__Assignment__.
Extract only the lines running from the top of the entries to the line that holds "2px #d7d1cb) drop-shadow(0". Include that line and omit the pictures.

__Supplied material__.
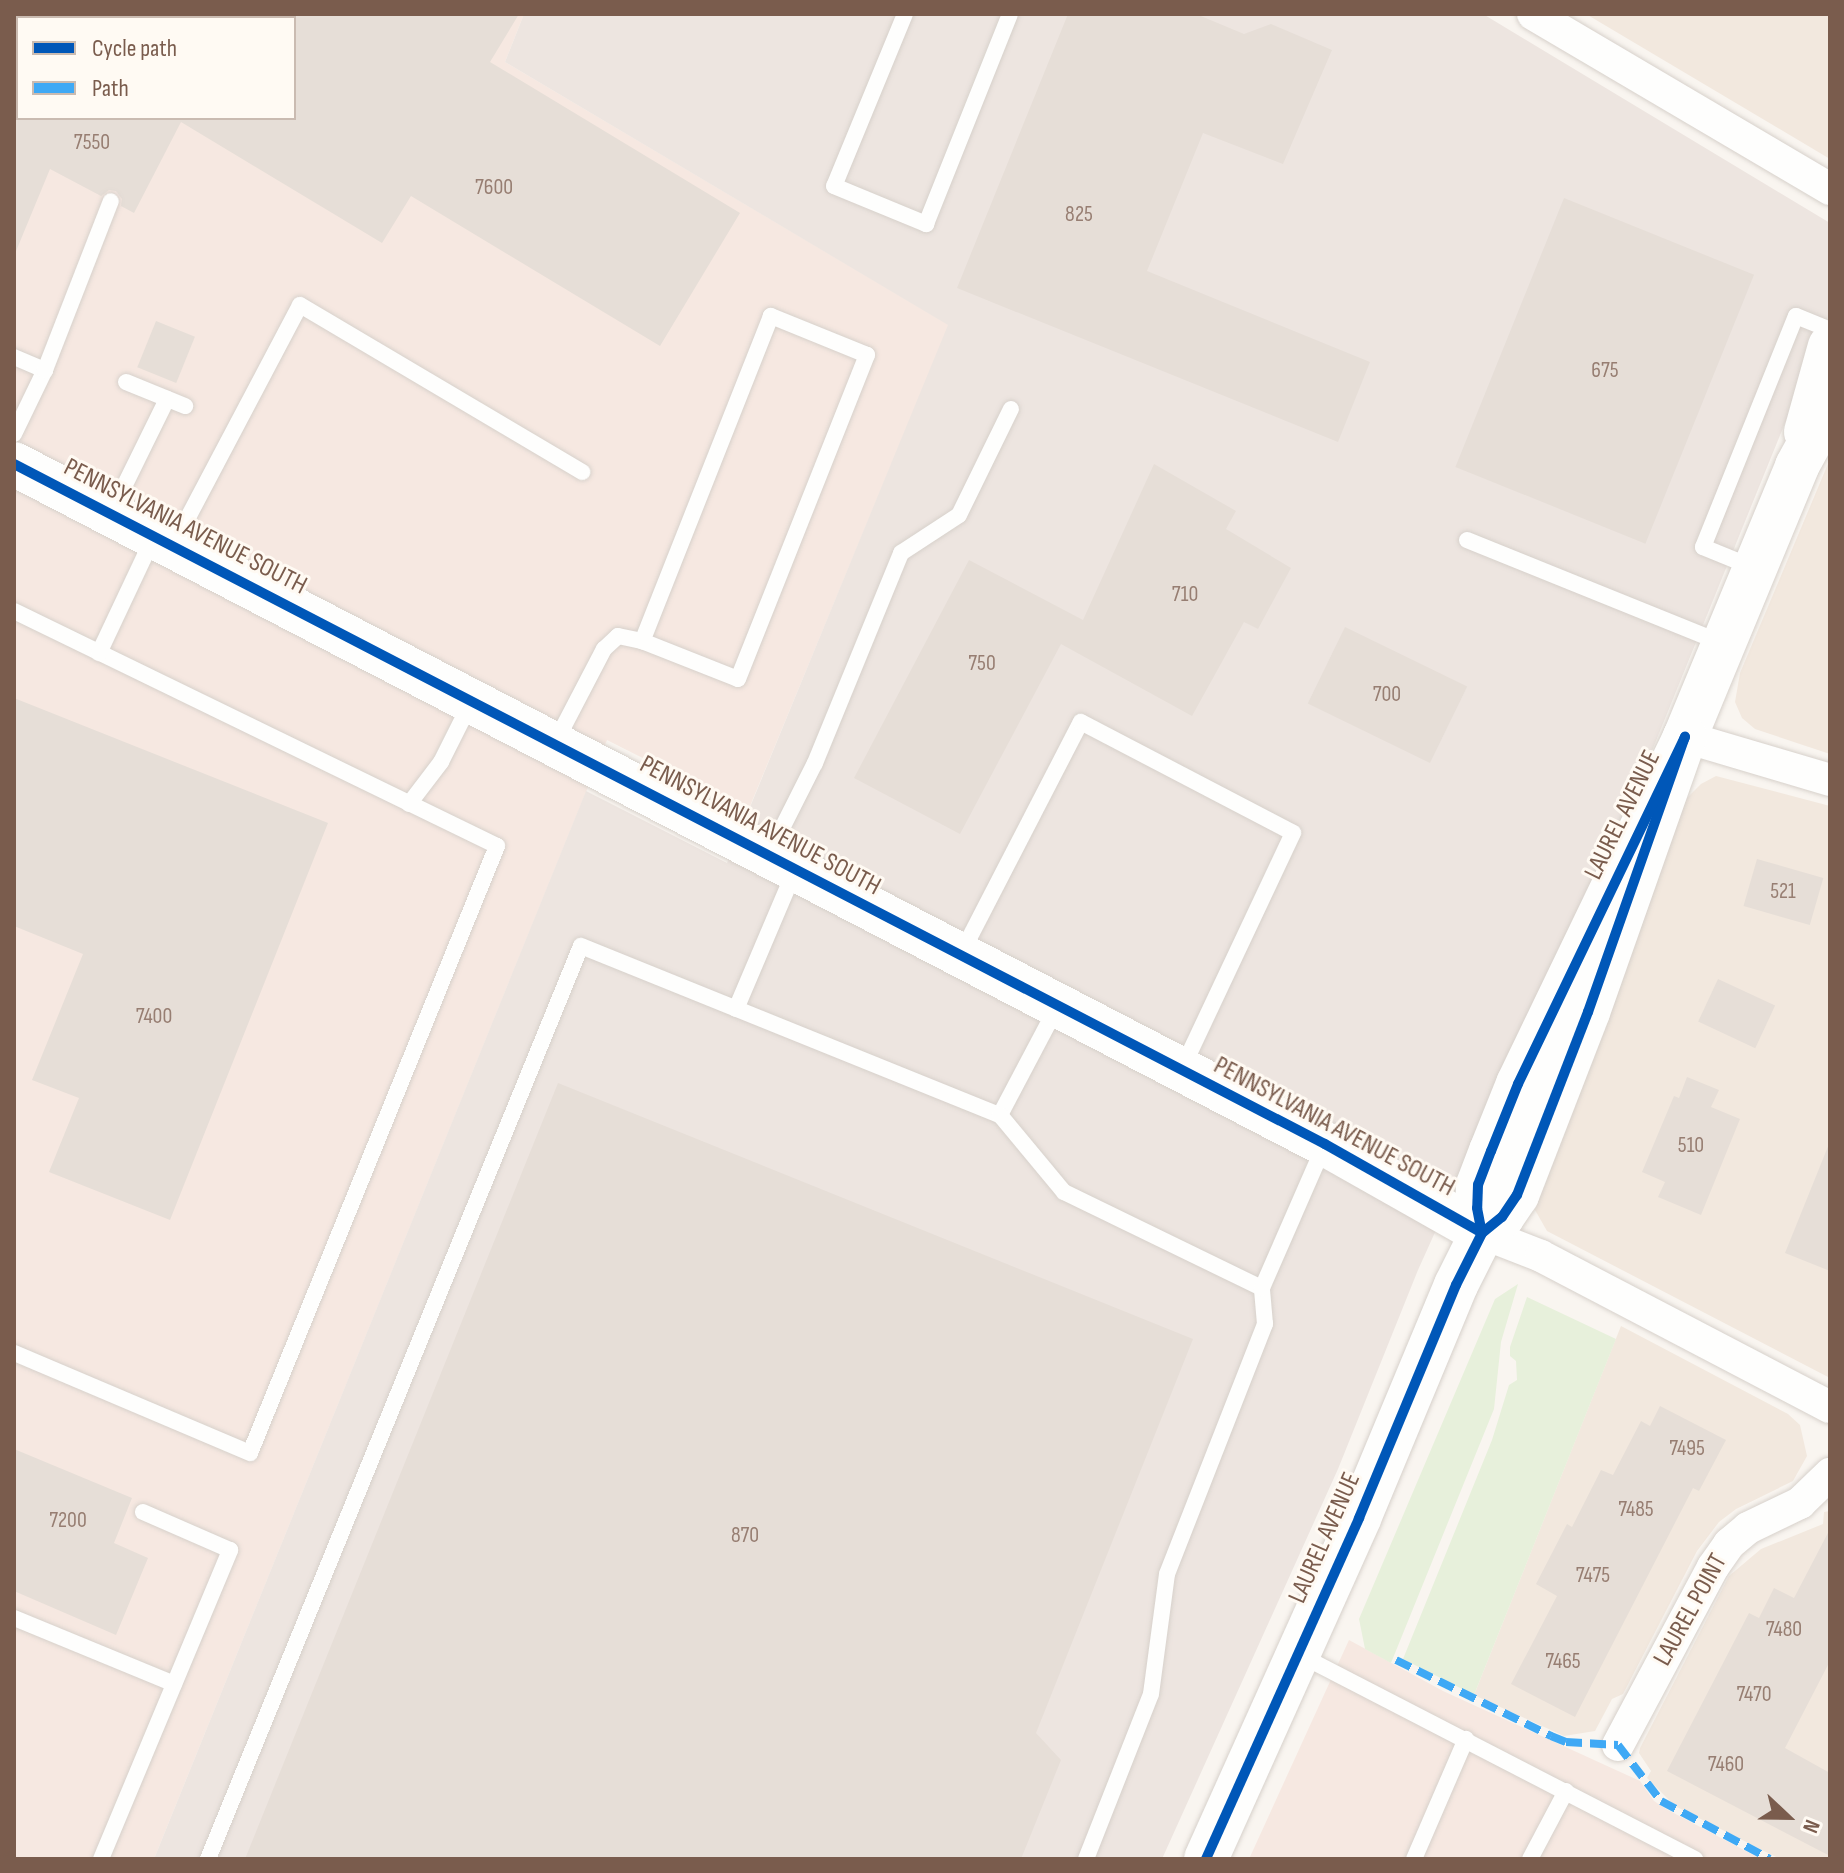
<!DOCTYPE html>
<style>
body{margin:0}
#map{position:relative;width:1844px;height:1873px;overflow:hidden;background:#f9f5f0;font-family:"Sofia Sans Condensed",sans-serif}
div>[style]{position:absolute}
.residential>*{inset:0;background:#f2e8de}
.commercial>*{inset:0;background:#f6e8e1}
.industrial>*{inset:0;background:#ede5e0}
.green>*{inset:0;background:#e7f0db}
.building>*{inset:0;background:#e6ded7;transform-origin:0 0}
.roads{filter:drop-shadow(0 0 2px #d7d1cb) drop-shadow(0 0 2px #d7d1cb)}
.lane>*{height:16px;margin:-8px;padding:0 8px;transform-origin:8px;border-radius:8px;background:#fefefd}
.street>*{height:32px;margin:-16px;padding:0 16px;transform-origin:16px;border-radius:16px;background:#fefefd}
.secondary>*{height:44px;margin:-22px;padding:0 22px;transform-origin:22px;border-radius:22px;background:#fefefd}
.quiet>*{height:8px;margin-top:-4px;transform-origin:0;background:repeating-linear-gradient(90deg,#3fa9f5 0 16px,transparent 0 24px)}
.cycleway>*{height:10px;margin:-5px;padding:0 5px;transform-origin:5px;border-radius:5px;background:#0057b8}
span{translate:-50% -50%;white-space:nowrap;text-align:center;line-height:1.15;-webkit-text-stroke:6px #fffaf3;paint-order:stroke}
.number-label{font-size:22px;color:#977e72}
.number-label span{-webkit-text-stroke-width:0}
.street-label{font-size:26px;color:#7a5c4d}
.frame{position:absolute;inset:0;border:16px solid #7a5c4d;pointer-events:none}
.legend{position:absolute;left:16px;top:16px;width:280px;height:104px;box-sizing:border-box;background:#fffaf3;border:2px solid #cabbb1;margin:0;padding:10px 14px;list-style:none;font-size:24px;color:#7a5c4d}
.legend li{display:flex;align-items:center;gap:16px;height:40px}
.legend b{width:40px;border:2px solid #cabbb1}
.north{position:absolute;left:1748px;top:1777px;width:80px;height:80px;-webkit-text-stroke:6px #fffaf3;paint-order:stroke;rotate:112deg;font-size:22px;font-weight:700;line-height:32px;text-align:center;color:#7a5c4d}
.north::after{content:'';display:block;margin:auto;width:28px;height:36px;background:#7a5c4d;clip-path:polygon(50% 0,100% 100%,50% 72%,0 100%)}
</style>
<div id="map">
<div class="residential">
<div style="clip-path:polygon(1586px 14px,1830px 14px,1830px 159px)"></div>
<div style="clip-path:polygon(1830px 459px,1830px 754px,1755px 729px,1742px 718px,1735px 702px,1740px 673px)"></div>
<div style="clip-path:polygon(1716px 776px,1830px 806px,1830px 1378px,1547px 1231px,1531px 1203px,1686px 799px,1701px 784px)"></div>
<div style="clip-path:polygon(1621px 1326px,1788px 1414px,1800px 1425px,1807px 1456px,1793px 1481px,1736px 1509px,1719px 1522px,1697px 1551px,1623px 1694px,1612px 1699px,1595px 1731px,1564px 1736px,1474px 1695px)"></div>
<div style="clip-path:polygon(1830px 1511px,1830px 1859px,1780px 1859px,1675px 1806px,1647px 1778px,1651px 1771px,1639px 1753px,1640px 1748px,1729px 1576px,1761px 1549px,1823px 1524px,1824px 1512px)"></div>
</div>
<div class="commercial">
<div style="clip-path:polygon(evenodd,14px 14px,524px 14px,505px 62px,949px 325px,748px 811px,607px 740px,154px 1859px,14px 1859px,14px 14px,18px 18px,294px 18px,294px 118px,18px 118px,18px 18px)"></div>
<div style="clip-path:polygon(1349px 1640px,1443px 1691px,1640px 1781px,1654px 1801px,1666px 1809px,1761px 1859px,1249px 1859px)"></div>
</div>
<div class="industrial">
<div style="clip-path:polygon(524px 14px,1483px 14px,1830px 223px,1830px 312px,1649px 758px,1418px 1270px,1338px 1469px,1162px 1859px,154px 1859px,586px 791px,727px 863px,948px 325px,505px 62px)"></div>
</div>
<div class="green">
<div style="clip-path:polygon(1518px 1284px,1501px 1342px,1494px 1409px,1391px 1663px,1365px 1649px,1359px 1619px,1495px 1299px)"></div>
<div style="clip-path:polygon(1527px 1297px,1616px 1339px,1474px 1695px,1403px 1659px,1492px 1440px,1509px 1385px,1517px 1380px,1516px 1361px,1510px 1356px,1510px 1347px)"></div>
</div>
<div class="building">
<div style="clip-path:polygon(294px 14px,519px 14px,490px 62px,740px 213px,660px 346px,411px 196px,382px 243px,181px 122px,134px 213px,121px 206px,122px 199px,116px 191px,109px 190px,101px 196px,50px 169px,14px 256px,14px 118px,294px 118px)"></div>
<div style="clip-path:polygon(1068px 14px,1196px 14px,1244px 34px,1271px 24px,1332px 50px,1283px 164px,1203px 133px,1147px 271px,1370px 362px,1338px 442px,957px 288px)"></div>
<div style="left:1564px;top:198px;width:205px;height:290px;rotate:22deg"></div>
<div style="left:156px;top:321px;width:42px;height:50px;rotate:22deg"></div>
<div style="clip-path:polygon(1154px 464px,1236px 511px,1226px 529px,1291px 568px,1258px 629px,1244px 622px,1192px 716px,1061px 644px,960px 834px,854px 778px,969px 560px,1083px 620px)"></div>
<div style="left:1345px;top:627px;width:136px;height:85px;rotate:26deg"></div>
<div style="clip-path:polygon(14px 698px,328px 823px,170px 1220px,49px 1172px,79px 1098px,32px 1080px,83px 954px,14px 926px)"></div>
<div style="left:1757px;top:859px;width:69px;height:49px;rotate:16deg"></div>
<div style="left:1718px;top:979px;width:63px;height:47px;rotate:25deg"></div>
<div style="clip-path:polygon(1687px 1077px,1719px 1090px,1711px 1107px,1740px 1119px,1701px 1215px,1658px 1197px,1665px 1182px,1642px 1172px,1674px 1096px,1679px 1098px)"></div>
<div style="clip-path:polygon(558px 1083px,1193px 1339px,1036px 1733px,1061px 1760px,1021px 1859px,245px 1859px)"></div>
<div style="clip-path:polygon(1829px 1144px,1830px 1144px,1830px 1271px,1785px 1253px)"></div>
<div style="clip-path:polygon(1660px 1406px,1726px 1440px,1699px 1491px,1693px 1488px,1575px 1717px,1511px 1684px,1557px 1596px,1536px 1584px,1567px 1524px,1572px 1527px,1601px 1470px,1613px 1475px,1641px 1421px,1650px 1426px)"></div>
<div style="clip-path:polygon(14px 1449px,132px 1498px,114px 1543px,148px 1558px,116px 1635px,14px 1591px)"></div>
<div style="clip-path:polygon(1830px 1529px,1830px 1661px,1785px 1748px,1830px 1773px,1830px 1856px,1667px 1771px,1749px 1613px,1759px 1618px,1774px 1588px,1794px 1598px)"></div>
</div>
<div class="roads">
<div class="lane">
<div style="left:59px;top:14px;width:8px;rotate:30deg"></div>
<div style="left:905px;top:14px;width:186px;rotate:112.4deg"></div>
<div style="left:834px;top:186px;width:100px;rotate:22.4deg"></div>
<div style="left:926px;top:224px;width:226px;rotate:-68.2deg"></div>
<div style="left:14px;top:357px;width:34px;rotate:23deg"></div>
<div style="left:126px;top:382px;width:64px;rotate:22.1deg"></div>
<div style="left:14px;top:434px;width:71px;rotate:-64.2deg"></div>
<div style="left:45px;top:370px;width:181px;rotate:-68.7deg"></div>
<div style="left:112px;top:511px;width:125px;rotate:-63.8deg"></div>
<div style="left:1467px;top:540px;width:275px;rotate:22deg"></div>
<div style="left:174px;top:544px;width:270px;rotate:-62.2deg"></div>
<div style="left:300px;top:305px;width:328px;rotate:30.6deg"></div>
<div style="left:1752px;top:567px;width:53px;rotate:-157.8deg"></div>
<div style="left:1703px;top:547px;width:249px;rotate:-68.1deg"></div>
<div style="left:1796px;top:316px;width:37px;rotate:22deg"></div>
<div style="left:14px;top:611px;width:537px;rotate:25.94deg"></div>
<div style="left:497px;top:846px;width:655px;rotate:112.14deg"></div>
<div style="left:250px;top:1453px;width:256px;rotate:-157deg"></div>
<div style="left:99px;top:653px;width:129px;rotate:-64.8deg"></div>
<div style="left:555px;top:743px;width:106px;rotate:-62.5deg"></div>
<div style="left:604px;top:649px;width:19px;rotate:-43deg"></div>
<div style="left:618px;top:636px;width:25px;rotate:12deg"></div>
<div style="left:642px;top:641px;width:103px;rotate:21.6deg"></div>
<div style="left:738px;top:679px;width:349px;rotate:-68.3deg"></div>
<div style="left:867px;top:355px;width:104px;rotate:-157.9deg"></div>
<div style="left:771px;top:316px;width:350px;rotate:111.6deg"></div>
<div style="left:409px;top:804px;width:53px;rotate:-52.7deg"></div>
<div style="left:441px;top:762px;width:67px;rotate:-63.4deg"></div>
<div style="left:769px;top:854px;width:102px;rotate:-63.2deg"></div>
<div style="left:815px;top:763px;width:227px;rotate:-67.7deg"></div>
<div style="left:901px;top:553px;width:69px;rotate:-33.2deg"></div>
<div style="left:959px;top:515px;width:118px;rotate:-63.9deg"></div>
<div style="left:961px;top:954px;width:261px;rotate:-62.7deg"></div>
<div style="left:1081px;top:722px;width:239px;rotate:27.6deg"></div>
<div style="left:1293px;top:833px;width:261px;rotate:115.2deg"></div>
<div style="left:736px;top:1009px;width:151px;rotate:-67deg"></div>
<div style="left:1000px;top:1115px;width:122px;rotate:-62.2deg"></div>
<div style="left:14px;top:1618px;width:173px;rotate:22.4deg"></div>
<div style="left:1298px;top:1654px;width:447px;rotate:27.3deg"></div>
<div style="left:101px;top:1859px;width:335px;rotate:-67.3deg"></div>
<div style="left:230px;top:1550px;width:95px;rotate:-156.4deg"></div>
<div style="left:208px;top:1859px;width:986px;rotate:-67.78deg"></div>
<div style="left:581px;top:946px;width:452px;rotate:22deg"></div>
<div style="left:1000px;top:1115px;width:100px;rotate:50.3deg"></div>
<div style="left:1064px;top:1192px;width:220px;rotate:25.9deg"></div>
<div style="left:1086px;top:1859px;width:177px;rotate:-68.5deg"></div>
<div style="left:1151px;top:1694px;width:121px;rotate:-82.4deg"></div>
<div style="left:1167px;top:1574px;width:269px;rotate:-68.6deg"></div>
<div style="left:1265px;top:1324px;width:36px;rotate:-95deg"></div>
<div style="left:1262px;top:1288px;width:155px;rotate:-66.4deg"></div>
<div style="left:1414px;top:1859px;width:131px;rotate:-66.6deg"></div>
<div style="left:1530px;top:1859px;width:77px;rotate:-62.1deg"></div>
</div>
<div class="street">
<div style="left:1533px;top:14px;width:345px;rotate:30.5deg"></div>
<div style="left:1685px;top:737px;width:151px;rotate:16.5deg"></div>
<div style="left:1482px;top:1233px;width:63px;rotate:21.3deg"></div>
<div style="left:1541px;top:1256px;width:326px;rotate:27.6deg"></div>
<div style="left:1618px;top:1745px;width:202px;rotate:-61.9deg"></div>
<div style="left:1713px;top:1567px;width:28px;rotate:-55deg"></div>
<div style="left:1729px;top:1544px;width:25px;rotate:-40deg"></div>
<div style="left:1748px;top:1528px;width:58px;rotate:-25.7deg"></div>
<div style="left:1800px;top:1503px;width:42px;rotate:-44deg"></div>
</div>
<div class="secondary">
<div style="left:1806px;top:432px;width:89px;rotate:-74.4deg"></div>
<div style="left:14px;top:464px;width:1477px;rotate:27.42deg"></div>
<div style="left:1325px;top:1144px;width:180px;rotate:29.5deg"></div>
<div style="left:1685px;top:737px;width:293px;rotate:-67.5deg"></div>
<div style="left:1797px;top:466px;width:68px;rotate:-61.2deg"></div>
<div style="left:1206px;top:1859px;width:374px;rotate:-65.8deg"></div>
<div style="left:1359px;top:1518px;width:252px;rotate:-67.4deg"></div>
<div style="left:1456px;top:1285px;width:58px;rotate:-63.4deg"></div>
<div style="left:1482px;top:1233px;width:26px;rotate:-39deg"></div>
<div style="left:1502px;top:1217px;width:27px;rotate:-56deg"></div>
<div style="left:1517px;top:1195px;width:196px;rotate:-68.8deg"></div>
<div style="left:1588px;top:1012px;width:292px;rotate:-70.6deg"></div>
<div style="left:1685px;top:737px;width:385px;rotate:115.7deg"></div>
<div style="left:1518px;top:1084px;width:72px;rotate:111.9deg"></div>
<div style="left:1491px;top:1151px;width:36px;rotate:111deg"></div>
<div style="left:1478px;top:1185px;width:23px;rotate:92deg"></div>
<div style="left:1477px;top:1208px;width:25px;rotate:79deg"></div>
</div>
</div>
<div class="quiet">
<div style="left:1396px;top:1660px;width:173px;rotate:26.1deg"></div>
<div style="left:1551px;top:1736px;width:16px;rotate:22deg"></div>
<div style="left:1566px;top:1742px;width:52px;rotate:3.3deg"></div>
<div style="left:1618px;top:1745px;width:71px;rotate:52.5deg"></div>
<div style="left:1661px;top:1801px;width:123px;rotate:28deg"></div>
</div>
<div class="cycleway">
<div style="left:14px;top:464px;width:1477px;rotate:27.42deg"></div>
<div style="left:1325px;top:1144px;width:180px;rotate:29.5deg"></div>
<div style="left:1206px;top:1859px;width:374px;rotate:-65.8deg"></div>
<div style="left:1359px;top:1518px;width:252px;rotate:-67.4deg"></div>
<div style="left:1456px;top:1285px;width:58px;rotate:-63.4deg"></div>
<div style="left:1482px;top:1233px;width:26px;rotate:-39deg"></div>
<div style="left:1502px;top:1217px;width:27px;rotate:-56deg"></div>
<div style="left:1517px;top:1195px;width:196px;rotate:-68.8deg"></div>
<div style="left:1588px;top:1012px;width:292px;rotate:-70.6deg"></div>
<div style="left:1685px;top:737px;width:385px;rotate:115.7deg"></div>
<div style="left:1518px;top:1084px;width:72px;rotate:111.9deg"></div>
<div style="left:1491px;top:1151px;width:36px;rotate:111deg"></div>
<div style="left:1478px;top:1185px;width:23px;rotate:92deg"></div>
<div style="left:1477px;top:1208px;width:25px;rotate:79deg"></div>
</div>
<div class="number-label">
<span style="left:92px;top:143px">7550</span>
<span style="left:494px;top:188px">7600</span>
<span style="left:1079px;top:215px">825</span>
<span style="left:1605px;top:371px">675</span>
<span style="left:1185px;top:595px">710</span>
<span style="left:982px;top:664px">750</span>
<span style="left:1387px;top:695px">700</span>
<span style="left:1783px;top:892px">521</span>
<span style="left:154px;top:1017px">7400</span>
<span style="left:1691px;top:1146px">510</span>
<span style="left:1687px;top:1449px">7495</span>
<span style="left:1636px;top:1510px">7485</span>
<span style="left:68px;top:1521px">7200</span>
<span style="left:745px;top:1536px">870</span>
<span style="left:1593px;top:1576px">7475</span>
<span style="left:1784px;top:1630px">7480</span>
<span style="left:1563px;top:1662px">7465</span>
<span style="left:1754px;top:1695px">7470</span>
<span style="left:1726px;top:1765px">7460</span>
</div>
<div class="street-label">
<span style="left:185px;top:527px;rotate:27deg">PENNSYLVANIA AVENUE SOUTH</span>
<span style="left:1623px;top:815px;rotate:-64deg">LAUREL AVENUE</span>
<span style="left:760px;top:826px;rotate:28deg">PENNSYLVANIA AVENUE SOUTH</span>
<span style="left:1334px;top:1127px;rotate:28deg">PENNSYLVANIA AVENUE SOUTH</span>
<span style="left:1325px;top:1538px;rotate:-66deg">LAUREL AVENUE</span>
<span style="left:1691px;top:1610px;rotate:-61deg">LAUREL POINT</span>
</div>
<div class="frame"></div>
<ul class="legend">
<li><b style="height:10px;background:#0057b8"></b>Cycle path</li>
<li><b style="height:10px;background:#3fa9f5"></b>Path</li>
</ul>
<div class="north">N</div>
</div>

__Written solution__.
<!DOCTYPE html>
<style>
body{margin:0}
#map{position:relative;width:1844px;height:1873px;overflow:hidden;background:#f9f5f0;font-family:"Sofia Sans Condensed",sans-serif}
div>[style]{position:absolute}
.residential>*{inset:0;background:#f2e8de}
.commercial>*{inset:0;background:#f6e8e1}
.industrial>*{inset:0;background:#ede5e0}
.green>*{inset:0;background:#e7f0db}
.building>*{inset:0;background:#e6ded7;transform-origin:0 0}
.roads{filter:drop-shadow(0 0 2px #d7d1cb) drop-shadow(0 0 2px #d7d1cb)}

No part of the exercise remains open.